POLITICS & INSTITUTIONS - ECONOMY

Vacant restaurants: "It’s more than normal"



Illustration photo. According to Statec, there were 78 bankruptcies in the horeca sector during the first 11 months of 2020, compared to 129 for the entire year of 2019 Shutterstock

Illustration photo. According to Statec, there were 78 bankruptcies in the horeca sector during the first 11 months of 2020, compared to 129 for the entire year of 2019 Shutterstock

The number of bars and shops becoming vacant is picking up in Luxembourg, showing the toll of two lockdowns on an already challenged sector, says a real estate agent.

“We don’t want to be alarmist. We don’t have an exact figure. Some owners have contacted us to lease out their property. It’s more than normal,” director of JLL Luxembourg’s retail segment Dimitri Collignon told Delano. He believed the situation had “escalated over the past month-and-a-half,” a period that coincided with the closing of bars and restaurants for a two-month period.

A few months after the first lockdown, food, beverages and hospitality federation Horeca forecast around a fifth of eateries wouldn’t make it through the crisis. The Luxembourg government introduced a raft of financial support, including partial unemployment that subsidises worker salaries. In some instances, businesses received rent breaks from their landlords.

“On the one hand for the most part, tenants and landlords have been able to discuss in a constructive manner to find agreements,” said Collignon. “On the other hand, given the duration of the epidemic and the recurrence of closure phases and/or restrictions this will certainly not save all businesses.”

He added that particularly hard hit were smaller venues whose revenues were impacted by social distancing which limited the number of customers that could be welcomed onsite. Also among the most impacted were eateries relying on lunchtime custom, which diminished as a result of widespread remote working.

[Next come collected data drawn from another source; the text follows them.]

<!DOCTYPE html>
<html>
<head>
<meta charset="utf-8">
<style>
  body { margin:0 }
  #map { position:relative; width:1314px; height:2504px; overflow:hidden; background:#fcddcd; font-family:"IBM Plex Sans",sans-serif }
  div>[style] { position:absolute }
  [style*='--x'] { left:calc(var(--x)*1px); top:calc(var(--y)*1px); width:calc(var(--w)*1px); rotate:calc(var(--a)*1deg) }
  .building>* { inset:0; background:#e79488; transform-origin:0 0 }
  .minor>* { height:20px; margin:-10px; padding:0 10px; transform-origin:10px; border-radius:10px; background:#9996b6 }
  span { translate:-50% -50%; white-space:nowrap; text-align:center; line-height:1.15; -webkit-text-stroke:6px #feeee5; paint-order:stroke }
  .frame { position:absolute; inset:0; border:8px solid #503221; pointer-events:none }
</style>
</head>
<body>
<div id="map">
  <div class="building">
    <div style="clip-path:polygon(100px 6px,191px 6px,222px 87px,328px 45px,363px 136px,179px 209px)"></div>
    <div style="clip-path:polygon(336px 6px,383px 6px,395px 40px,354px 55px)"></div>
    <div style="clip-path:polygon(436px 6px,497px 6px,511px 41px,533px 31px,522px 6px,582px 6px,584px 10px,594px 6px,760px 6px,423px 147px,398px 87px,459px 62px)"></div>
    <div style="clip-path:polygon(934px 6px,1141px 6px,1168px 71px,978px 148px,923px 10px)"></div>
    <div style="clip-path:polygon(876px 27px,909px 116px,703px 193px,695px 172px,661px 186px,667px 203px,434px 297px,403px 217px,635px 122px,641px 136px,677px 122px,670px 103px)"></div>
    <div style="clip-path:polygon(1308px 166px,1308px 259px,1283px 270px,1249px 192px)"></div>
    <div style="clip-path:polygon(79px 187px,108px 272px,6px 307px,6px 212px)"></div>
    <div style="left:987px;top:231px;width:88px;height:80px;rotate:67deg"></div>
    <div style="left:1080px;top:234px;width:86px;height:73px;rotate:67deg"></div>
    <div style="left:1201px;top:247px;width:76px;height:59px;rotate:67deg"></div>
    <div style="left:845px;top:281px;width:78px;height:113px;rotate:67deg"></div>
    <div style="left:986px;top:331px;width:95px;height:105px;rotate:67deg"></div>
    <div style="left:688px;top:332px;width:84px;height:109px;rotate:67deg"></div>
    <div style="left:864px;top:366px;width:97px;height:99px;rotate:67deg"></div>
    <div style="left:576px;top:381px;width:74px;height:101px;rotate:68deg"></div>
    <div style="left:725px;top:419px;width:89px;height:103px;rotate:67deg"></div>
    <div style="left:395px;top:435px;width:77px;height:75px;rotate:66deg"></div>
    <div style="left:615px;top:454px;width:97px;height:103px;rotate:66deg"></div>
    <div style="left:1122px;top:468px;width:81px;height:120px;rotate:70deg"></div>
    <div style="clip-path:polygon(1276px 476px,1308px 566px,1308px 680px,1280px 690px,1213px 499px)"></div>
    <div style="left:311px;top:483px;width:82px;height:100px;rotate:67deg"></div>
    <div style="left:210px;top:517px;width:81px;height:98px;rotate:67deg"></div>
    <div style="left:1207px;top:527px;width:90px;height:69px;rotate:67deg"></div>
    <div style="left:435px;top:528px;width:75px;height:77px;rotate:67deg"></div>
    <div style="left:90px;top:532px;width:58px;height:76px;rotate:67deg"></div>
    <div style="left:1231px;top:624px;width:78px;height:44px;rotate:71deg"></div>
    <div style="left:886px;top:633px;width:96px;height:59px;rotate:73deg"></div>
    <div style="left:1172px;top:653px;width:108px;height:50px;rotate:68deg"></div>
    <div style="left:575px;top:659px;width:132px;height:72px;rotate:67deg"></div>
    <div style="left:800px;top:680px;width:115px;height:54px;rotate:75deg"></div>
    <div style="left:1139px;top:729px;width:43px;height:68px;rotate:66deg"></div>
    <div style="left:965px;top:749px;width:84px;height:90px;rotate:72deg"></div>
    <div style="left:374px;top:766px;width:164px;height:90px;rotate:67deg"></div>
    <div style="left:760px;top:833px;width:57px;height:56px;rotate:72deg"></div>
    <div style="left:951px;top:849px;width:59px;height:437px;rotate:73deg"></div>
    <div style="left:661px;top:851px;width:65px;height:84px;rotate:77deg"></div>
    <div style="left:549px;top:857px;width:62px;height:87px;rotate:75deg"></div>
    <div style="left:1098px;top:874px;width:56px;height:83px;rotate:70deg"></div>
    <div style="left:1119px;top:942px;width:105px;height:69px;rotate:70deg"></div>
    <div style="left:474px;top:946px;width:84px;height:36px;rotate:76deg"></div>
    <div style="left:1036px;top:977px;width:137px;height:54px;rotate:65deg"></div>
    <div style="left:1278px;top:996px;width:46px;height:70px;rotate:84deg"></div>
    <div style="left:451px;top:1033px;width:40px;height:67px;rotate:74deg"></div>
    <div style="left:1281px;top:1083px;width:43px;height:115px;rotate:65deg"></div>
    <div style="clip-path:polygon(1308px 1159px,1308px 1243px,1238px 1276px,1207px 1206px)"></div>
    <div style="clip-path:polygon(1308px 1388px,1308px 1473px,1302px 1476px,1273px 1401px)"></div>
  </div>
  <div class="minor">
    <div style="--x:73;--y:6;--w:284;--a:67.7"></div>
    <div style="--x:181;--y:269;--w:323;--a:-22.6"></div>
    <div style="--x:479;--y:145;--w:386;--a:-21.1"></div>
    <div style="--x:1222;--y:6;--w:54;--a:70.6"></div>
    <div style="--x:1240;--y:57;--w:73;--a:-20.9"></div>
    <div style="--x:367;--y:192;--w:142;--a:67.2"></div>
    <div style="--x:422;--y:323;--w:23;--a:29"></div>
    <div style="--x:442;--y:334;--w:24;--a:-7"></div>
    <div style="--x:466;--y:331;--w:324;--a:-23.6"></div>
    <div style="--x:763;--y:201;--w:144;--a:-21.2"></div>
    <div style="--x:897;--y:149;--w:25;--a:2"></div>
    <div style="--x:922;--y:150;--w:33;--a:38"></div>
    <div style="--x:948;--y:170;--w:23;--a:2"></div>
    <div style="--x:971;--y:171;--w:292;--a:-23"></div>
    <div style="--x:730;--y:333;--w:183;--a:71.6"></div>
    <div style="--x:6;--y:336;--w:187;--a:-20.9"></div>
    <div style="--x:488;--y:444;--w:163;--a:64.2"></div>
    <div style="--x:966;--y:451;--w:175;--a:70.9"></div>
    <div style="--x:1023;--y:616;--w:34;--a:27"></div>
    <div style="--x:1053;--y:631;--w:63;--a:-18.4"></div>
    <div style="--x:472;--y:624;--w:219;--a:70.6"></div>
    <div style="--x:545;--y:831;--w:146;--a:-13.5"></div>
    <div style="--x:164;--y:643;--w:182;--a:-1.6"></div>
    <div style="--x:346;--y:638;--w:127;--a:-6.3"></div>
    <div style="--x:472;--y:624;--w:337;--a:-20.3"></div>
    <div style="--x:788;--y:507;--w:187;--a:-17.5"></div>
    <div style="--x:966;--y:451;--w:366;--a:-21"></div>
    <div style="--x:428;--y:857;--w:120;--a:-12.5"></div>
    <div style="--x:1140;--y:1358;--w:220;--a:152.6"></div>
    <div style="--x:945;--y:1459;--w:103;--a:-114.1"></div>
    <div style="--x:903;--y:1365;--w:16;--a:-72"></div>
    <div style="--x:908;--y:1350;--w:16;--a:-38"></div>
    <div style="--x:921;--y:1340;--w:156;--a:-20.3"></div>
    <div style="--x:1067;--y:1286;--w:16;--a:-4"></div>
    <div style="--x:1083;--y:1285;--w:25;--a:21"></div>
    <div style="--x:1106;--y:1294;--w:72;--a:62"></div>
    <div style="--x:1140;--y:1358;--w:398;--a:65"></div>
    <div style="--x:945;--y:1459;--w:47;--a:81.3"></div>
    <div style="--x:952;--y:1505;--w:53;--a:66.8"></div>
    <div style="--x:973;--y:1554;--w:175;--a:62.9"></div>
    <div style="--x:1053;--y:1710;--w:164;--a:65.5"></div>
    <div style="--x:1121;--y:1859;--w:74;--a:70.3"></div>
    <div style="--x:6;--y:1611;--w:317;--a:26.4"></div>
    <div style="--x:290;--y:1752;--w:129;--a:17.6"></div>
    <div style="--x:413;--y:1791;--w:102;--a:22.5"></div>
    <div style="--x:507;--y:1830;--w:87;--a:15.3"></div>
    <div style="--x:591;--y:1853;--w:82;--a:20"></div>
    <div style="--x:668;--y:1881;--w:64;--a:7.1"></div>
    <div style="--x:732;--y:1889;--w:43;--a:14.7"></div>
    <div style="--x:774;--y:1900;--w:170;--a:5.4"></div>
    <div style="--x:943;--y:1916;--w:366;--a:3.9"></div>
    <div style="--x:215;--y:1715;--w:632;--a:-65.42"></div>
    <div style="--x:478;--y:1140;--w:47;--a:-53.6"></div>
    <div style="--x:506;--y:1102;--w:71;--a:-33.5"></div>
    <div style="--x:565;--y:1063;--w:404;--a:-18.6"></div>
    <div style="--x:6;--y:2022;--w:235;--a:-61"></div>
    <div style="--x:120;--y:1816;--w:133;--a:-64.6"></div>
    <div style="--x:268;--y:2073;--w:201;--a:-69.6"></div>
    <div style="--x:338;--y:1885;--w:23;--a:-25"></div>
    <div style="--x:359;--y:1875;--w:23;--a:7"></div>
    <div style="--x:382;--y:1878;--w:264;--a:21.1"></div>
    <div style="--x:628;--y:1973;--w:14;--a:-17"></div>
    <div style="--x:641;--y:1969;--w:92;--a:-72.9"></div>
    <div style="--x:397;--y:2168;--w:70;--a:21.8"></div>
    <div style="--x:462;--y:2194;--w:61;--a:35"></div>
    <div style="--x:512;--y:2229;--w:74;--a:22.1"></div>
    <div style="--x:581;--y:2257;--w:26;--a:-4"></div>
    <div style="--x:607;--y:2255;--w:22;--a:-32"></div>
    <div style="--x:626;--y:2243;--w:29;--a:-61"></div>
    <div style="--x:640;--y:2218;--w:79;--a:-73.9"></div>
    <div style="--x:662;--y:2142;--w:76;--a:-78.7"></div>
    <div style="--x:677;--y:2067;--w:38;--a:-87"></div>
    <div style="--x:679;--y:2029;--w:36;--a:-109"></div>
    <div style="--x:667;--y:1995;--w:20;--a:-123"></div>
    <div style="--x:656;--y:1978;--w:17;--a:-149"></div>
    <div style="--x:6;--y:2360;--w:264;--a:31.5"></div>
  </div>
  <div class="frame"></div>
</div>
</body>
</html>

Business buoyed by cross-border consumers

Luxembourg closed restaurants and bars from 26 November, slightly later than neighbouring regions. Footfall from over the border during that limbo period helped buoy some businesses, Collignon reckoned.

Eateries have since been encouraged to offer takeaway, though the expert suggests it is generally more viable for pizzerias and fast-food venues.

“For the others it’s difficult. It’s very expensive, and the charges are fixed,” he said.

According to figures published by the Luxembourg Chamber of Commerce, eight in ten horeca companies experienced a decline in activity in the second quarter, and the risk of bankruptcy was increasing daily.

Thus far bankruptcy figures have risen slightly. According to Statec, during the first 11 months of the year, 1,145 businesses declared bankruptcy, compared with 1,121 in 2019 and 1,040 in 2018.  There was not an increase in horeca bankruptcies and the most-impacted sectors were industry, services and funds. “In view of the special situation related to covid-19, Statec expects an increase in the number of bankruptcies in the coming months,” it wrote.

The prospects for 2021 are uncertain. Collignon said most business owners had pinned their hopes on the vaccine. The Luxembourg Chamber of Commerce recently reported the main concern of Horeca members was the cost of employment, particularly after the government announced a minimum wage increase for 2021. The lack of liquidity and return of customers after reopening were also of concern, the chamber found.

On Thursday afternoon, Luxembourg’s parliament was expected to vote on a bill providing up aid for up to 90% of uncovered costs in small businesses and 70% in larger ones. The first payments are expected to be issued in December. Meanwhile, the government has pledged to speed up processing of partial unemployment payments, promising payment within three weeks.